In my previous post about my adventures in visible mending, I shared a couple of fabric scraps (one from a bandana) that, when combined, had a fun “old Americana” look.
With a few tears of the fabric and some basic running stitches, they became soft and informal cocktail napkins. In this post, I share how I made them. (Spoiler alert: It took hardly any time at all!)
Materials And Tools
- Embroidery floss
- Embroidery needle
- Bandanas and/or soft calico fabric (wash fabric before starting this project)
- Fabric glue stick
- Fabric scissors
- Sewing machine and thread (optional)
Tearing the Fabric
Before we get started, I have to mention that these napkins only measure about 7 inches square. If you know your napkin etiquette, you know that this is not a standard size. It’s very small – even for a cocktail napkin. But I was working with what I had. So if you try this project, feel free to make your napkins the proper size.
I wanted a rustic look for these napkins – which meant frayed edges. Of course the easiest way to achieve this is to tear the fabric instead of cutting it.
I started by measuring the length I wanted the napkin to be and making a 1-1/2 inch cut into the fabric at that point.
Then I simply tore the fabric where I had cut it. (Sorry the photo below is of the second fabric I used. But I used the same method for both fabrics.) I was halfway through tearing it when I took this photo. After I took the photo, I just kept tearing. I tore quickly and purposefully, end to end.
Then I measured the width I wanted the napkins to be and used the same cut-and-tear method. I trimmed away any fabric threads that had unraveled as a result of the tearing.
Not only did I have charming frayed edges now, but tearing the fabric made for nice straight lines – perhaps more so than if I’d cut them with scissors. And, unless something goes wrong, tearing fabric is so much faster than cutting.
Here I must mention that not every fabric is conducive to tearing like this – especially along the horizontal grain line. This is why it’s important to use fabric that is soft enough to tear both horizontally and vertically. I laundered my fabrics before tearing to make them even softer.
Anyway, now I had a lovely little stack of torn-edge fabric squares.
Stitching and Sewing
Time for the fun to start. With the leftover bits of star fabric, I tore some two-inch squares. I used the fabric glue stick to temporarily adhere one of the little squares to each red bandana napkin.
Then I hand stitched the little square to the bandana napkin with simple running stitches using the embroidery floss and needle.
Soon I had a cute little hand-sewn accent on those napkins.
But what about the frayed edges on my napkins? Cute as they were, would they start to unravel and cause problems? Probably. I would need to stitch or sew around all four edges of each napkin to stabilize them.
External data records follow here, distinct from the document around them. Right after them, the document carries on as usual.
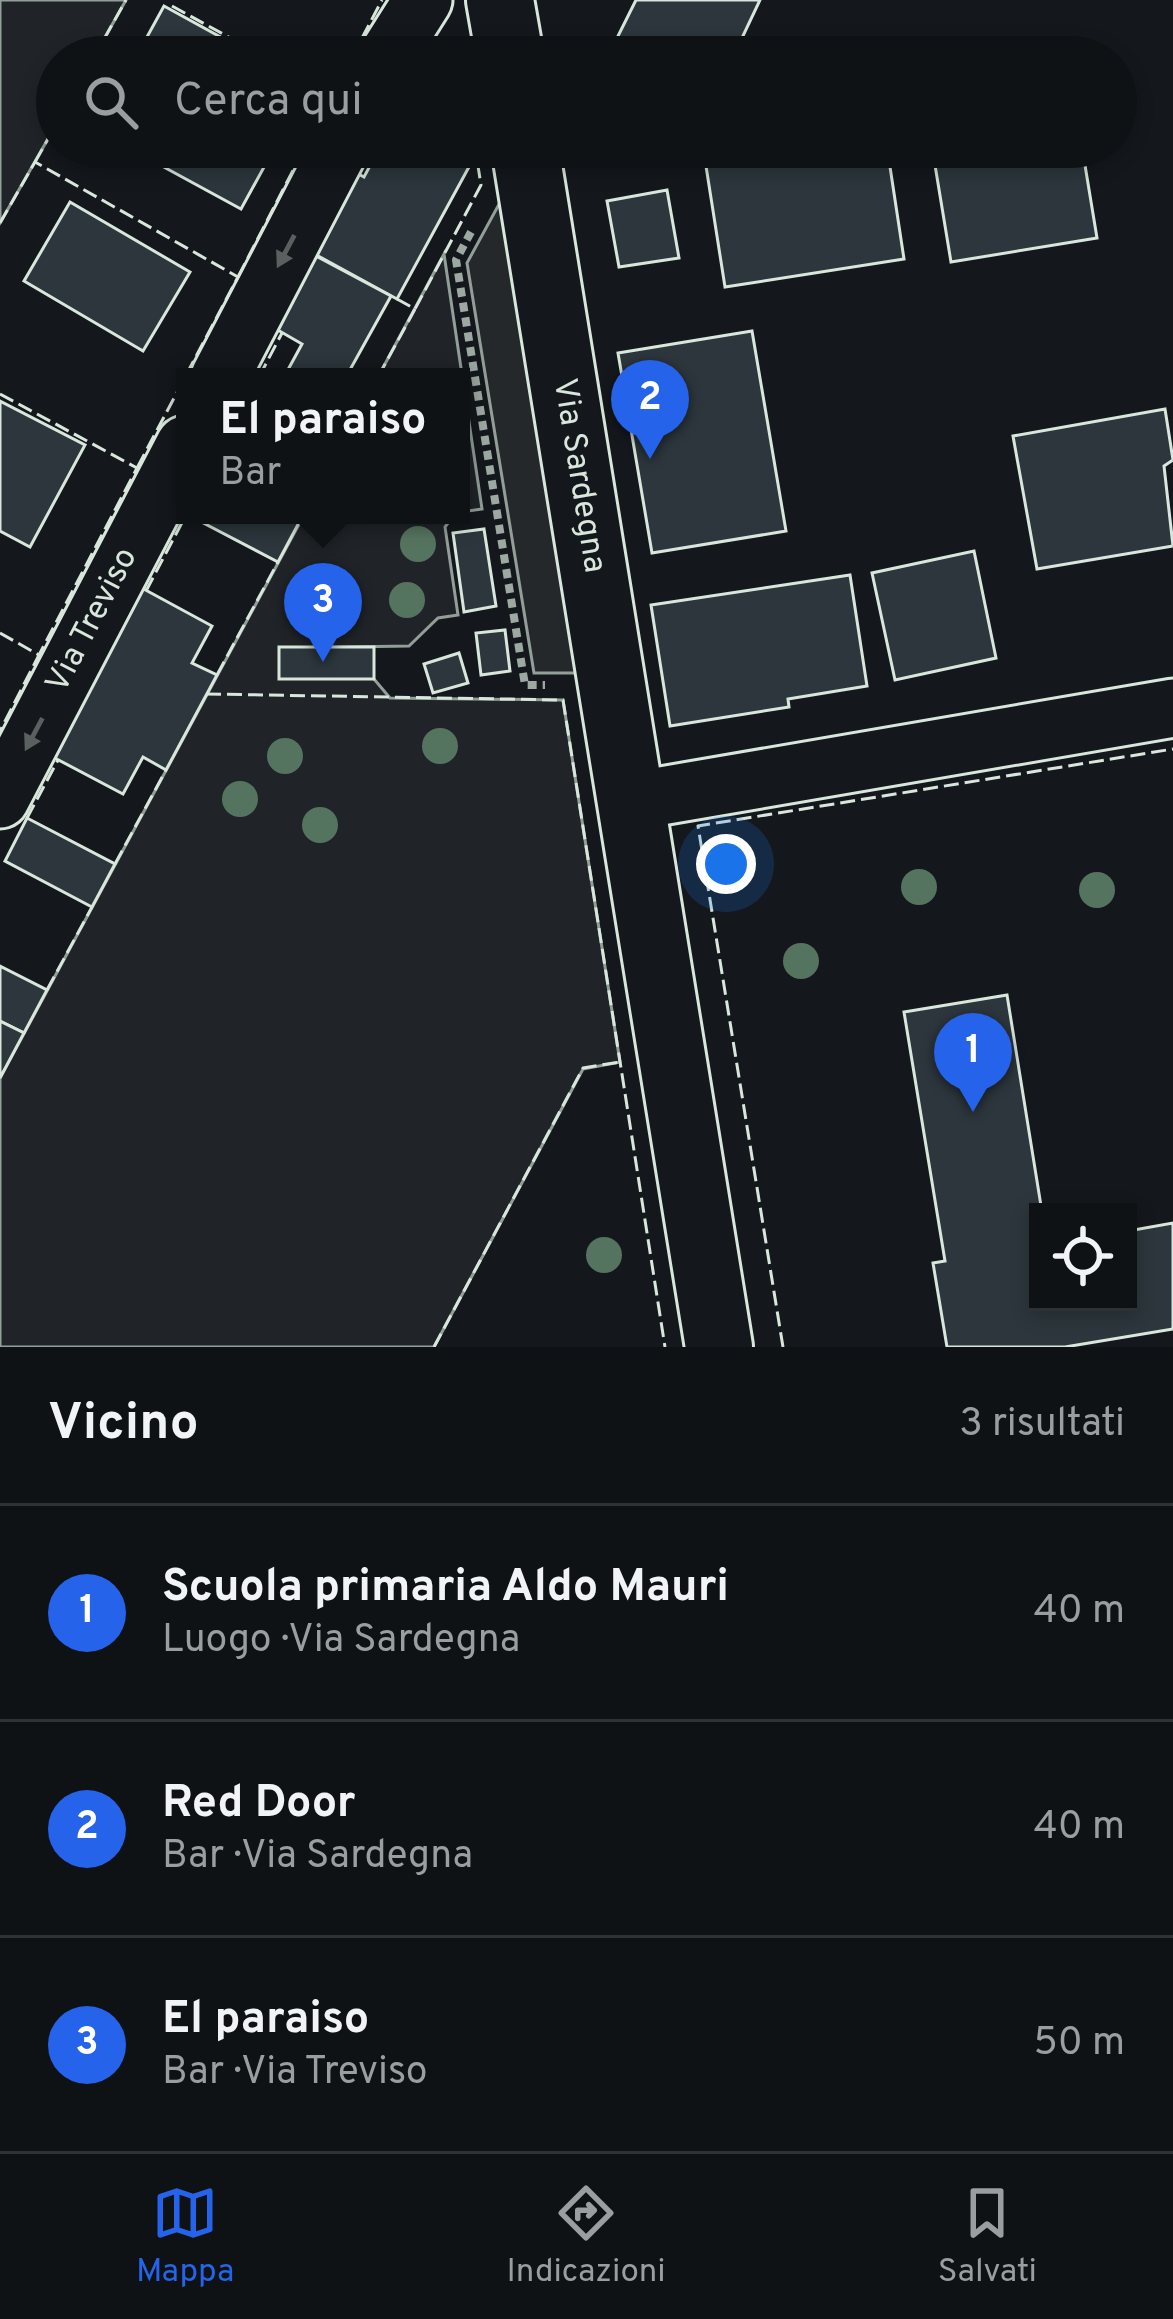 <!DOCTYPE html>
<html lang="it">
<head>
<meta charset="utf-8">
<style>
	body { margin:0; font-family:Overpass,sans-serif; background:#181b1e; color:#f1f3f6 }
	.controls { position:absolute; right:36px; bottom:36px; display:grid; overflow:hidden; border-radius:0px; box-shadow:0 6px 18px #0003 }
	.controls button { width:108px; height:108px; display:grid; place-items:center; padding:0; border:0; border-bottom:3px solid #2f3234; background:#0f1215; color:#f1f3f6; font:60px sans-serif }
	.you { position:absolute; left:726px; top:864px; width:42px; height:42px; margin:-30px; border:9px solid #fff; border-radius:50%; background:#1a73e8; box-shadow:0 0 0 18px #1a73e833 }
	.badge { display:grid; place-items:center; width:78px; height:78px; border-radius:50%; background:#2563eb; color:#fff; font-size:39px; font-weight:700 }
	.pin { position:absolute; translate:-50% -99px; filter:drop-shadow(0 3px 6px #0008) }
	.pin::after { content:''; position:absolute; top:63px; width:42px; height:36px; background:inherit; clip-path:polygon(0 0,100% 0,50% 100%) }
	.popup { position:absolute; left:176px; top:368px; width:294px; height:156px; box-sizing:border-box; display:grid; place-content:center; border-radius:0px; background:#0f1215; filter:drop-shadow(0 3px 9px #0005); font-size:39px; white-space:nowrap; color:#9b9ea0 }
	.popup b { font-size:45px; color:#f1f3f6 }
	.popup::after { content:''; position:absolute; left:50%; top:100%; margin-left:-24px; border:24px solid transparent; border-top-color:#0f1215 }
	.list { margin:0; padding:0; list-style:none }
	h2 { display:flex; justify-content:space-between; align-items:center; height:156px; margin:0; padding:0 48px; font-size:51px }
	h2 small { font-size:39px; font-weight:400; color:#9b9ea0 }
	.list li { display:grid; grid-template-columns:78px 1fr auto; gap:36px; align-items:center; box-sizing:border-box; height:216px; padding:0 48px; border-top:3px solid #2f3234 }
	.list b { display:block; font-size:45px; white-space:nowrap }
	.list p { margin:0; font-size:39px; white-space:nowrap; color:#9b9ea0 }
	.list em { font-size:39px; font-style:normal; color:#9b9ea0 }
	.icon { flex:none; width:66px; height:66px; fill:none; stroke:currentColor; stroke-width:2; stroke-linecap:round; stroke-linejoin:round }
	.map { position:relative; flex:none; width:1173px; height:1347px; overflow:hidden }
	.search { position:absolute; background:#0f1215; box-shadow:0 6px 18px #0003; left:36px; right:36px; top:36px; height:132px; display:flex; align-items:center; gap:30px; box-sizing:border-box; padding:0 42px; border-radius:66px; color:#9b9ea0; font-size:45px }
	.sheet { height:804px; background:#0f1215 }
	nav { display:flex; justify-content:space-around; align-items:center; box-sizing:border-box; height:168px; border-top:3px solid #2f3234; background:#0f1215; font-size:33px; color:#9b9ea0 }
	nav a { display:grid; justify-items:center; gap:6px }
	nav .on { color:#2563eb }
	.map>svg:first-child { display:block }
	.green { fill:#202428; stroke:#939e99; stroke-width:3 }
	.parking { fill:#24282b; stroke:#939e99; stroke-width:3 }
	.building { fill:#2c363c; stroke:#d8e6dc; stroke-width:3 }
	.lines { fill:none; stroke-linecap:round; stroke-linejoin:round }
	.street-casing { stroke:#d8e6dc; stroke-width:63 }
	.secondary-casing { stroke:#d8e6dc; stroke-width:72 }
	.path { stroke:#9da8a2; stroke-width:8; stroke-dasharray:9 6; stroke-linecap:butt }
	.street { stroke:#14181c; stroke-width:57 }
	.secondary { stroke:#14181c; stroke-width:66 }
	.fence { stroke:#d8e6dc; stroke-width:3; stroke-dasharray:15 6; stroke-linecap:butt }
	.tree { fill:#55745f }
	.oneway { fill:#59605f }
	.labels { text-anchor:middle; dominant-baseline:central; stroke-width:9; stroke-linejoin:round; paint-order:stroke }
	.street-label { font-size:33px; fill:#d8e6dc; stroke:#14181c }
</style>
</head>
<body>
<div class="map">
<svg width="1173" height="1347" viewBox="0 0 1173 1347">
	<rect width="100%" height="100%" fill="#14181c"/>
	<g class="green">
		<path d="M 0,0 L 126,0 L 94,57 L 57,57 L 57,123 L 0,223 Z"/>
		<path d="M 444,254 L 482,509 L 461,512 L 461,377 L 378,377 Z"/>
		<path d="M 304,515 L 454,515 L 445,527 L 458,615 L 438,618 L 409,646 L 279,648 L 374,679 L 390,698 L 563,700 L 620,1062 L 583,1069 L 434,1347 L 0,1347 L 0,1078 Z"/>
	</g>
	<path class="parking" d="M 504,195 L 581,673 L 534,673 L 467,263 Z"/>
	<g class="building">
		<path d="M 636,0 L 760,0 L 733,57 L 655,57 L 617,38 Z"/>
		<path d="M 164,6 L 257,57 L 136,57 Z"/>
		<path d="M 127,147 L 275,147 L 241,209 Z"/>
		<path d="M 380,147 L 463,147 L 476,154 L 397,299 L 309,251 L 353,171 L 364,177 Z"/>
		<path d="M 703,147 L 887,147 L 904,259 L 725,287 Z"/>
		<path d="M 932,147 L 1082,147 L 1097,238 L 951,262 Z"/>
		<path d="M 667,190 L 679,258 L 619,267 L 607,201 Z"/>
		<path d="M 70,202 L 190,272 L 143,351 L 24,281 Z"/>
		<path d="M 314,255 L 391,296 L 346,377 L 284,377 L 302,344 L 276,329 Z"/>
		<path d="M 752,331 L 786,531 L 652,553 L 618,353 Z"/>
		<path d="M 0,401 L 85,445 L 30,547 L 0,531 Z"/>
		<path d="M 1165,409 L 1173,460 L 1164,466 L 1173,546 L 1037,569 L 1013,436 Z"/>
		<path d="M 188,515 L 298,515 L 302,517 L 278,562 Z"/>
		<path d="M 484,529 L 496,606 L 464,612 L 453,533 Z"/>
		<path d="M 974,551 L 996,658 L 895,680 L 872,573 Z"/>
		<path d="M 850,575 L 867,686 L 788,699 L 789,707 L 670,726 L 651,605 Z"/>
		<path d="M 140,587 L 212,626 L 192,663 L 217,675 L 166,770 L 143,757 L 123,794 L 51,756 Z"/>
		<path d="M 505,630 L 510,671 L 481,675 L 476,633 Z"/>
		<rect x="279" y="647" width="95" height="32"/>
		<path d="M 459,653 L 468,683 L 433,693 L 424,664 Z"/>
		<path d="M 27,818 L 115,864 L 92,907 L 5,861 Z"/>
		<path d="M 0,966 L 47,990 L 24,1033 L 0,1021 Z"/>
		<path d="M 1007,995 L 1042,1212 L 1038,1302 L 1128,1302 L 1128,1231 L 1173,1223 L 1173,1329 L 1065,1347 L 947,1347 L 933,1263 L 945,1261 L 904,1012 Z"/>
		<path d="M 0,1021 L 24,1033 L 0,1078 Z"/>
	</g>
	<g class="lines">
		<defs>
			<g id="street">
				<path d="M 387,57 L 423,0"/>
				<path d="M 220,377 L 340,147"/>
				<path id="s1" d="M 0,799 L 185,445"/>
				<path d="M 632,801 L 1173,708"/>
			</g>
			<g id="secondary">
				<path d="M 500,0 L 510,57"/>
				<path id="s2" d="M 525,147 L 719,1347"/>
			</g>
		</defs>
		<use href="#street" class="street-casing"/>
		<use href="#secondary" class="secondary-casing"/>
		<path class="path" d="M 471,232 L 456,260 L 525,685 L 545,685"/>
		<use href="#street" class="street"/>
		<use href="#secondary" class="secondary"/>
		<g class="fence">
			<path d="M 172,6 L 265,57"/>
			<path d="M 94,57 L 126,0"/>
			<path d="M 352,57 L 382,0"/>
			<path d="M 35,162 L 57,123"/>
			<path d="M 0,223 L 35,162 L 238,277 L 137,468"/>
			<path d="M 238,277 L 305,147"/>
			<path d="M 397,299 L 415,309 L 481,185 L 475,147"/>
			<path d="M 259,377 L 282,333"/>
			<path d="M 378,377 L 415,309"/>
			<path d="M 0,394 L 137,468 L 39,655"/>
			<path d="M 146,591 L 186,515"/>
			<path d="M 0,633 L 39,655 L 0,731"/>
			<path d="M 217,675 L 278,562"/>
			<path d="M 206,694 L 563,700 L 665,1347"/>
			<path d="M 27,818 L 58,760"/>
			<path d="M 115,864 L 166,770"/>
			<path d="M 47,990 L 92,907"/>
			<path d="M 434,1347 L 583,1068 L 620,1062"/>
			<path d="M 783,1347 L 698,826 L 1173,749"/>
		</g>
	</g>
	<g class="tree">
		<circle cx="418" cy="544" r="18"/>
		<circle cx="407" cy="600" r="18"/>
		<circle cx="440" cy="746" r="18"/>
		<circle cx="285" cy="756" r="18"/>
		<circle cx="240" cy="799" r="18"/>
		<circle cx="320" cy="825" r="18"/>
		<circle cx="919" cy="887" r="18"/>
		<circle cx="1097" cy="890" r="18"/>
		<circle cx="801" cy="961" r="18"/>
		<circle cx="604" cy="1255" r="18"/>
	</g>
	<defs><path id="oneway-solid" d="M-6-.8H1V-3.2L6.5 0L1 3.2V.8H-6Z" transform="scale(3)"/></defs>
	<g class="oneway">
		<use href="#oneway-solid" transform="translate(286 251) rotate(118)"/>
		<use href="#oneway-solid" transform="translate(34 734) rotate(118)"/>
	</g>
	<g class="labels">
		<g class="street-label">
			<text stroke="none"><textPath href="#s2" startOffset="333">Via Sardegna</textPath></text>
			<text stroke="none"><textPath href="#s1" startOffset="201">Via Treviso</textPath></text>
		</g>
	</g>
</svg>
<div class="controls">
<button><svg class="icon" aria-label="locate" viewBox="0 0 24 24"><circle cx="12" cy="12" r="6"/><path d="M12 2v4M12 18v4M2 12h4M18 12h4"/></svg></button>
</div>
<div class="you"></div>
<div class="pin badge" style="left:973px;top:1112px">1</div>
<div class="pin badge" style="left:650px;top:459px">2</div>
<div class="pin badge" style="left:323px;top:662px">3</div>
<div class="popup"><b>El paraiso</b>Bar</div>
<div class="search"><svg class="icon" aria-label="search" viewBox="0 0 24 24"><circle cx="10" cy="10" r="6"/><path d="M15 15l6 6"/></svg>Cerca qui</div>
</div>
<section class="sheet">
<h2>Vicino<small>3 risultati</small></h2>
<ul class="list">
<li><span class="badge">1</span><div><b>Scuola primaria Aldo Mauri</b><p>Luogo · Via Sardegna</p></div><em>40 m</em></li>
<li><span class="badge">2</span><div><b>Red Door</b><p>Bar · Via Sardegna</p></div><em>40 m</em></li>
<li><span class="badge">3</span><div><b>El paraiso</b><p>Bar · Via Treviso</p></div><em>50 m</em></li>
</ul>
</section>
<nav>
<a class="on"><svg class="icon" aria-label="map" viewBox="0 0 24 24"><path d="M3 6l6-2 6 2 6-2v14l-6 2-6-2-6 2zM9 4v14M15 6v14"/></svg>Mappa</a>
<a><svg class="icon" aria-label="directions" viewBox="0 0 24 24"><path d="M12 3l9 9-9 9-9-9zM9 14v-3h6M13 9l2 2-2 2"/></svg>Indicazioni</a>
<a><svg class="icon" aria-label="saved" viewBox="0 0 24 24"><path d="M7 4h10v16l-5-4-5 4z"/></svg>Salvati</a>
</nav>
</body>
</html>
And why not make the stitching part of the charm?
For the star fabric napkins, I used the same hand-stitched method – running stitches using the embroidery floss and needle. I stitched along all four sides – about a quarter inch in from the edge.
In theory, this project could have been done entirely by hand. But, when I tried hand stitching on the red bandana napkins, I found that I didn’t have the right color of embroidery floss to make them look good. So, for those napkins, I did a simple machine stitch along each side – again about a quarter inch in.
Because the fabric was soft, it was difficult to get the tension right on my machine. I just made sure I pulled the fabric tight while I ran it through.
Anyway, all done!
I doubt Betsy Ross would be very impressed with these, but I like to think of them as my humble nod to the beautiful work she did centuries ago.
How will they hold up? As a test, I ran them through the washing machine. But to be safe, I let them air dry instead of going through the dryer.
A few errant threads came from the torn edges but it wasn’t that bad. I will just trim them away.
I’m looking forward to using these little cuties soon.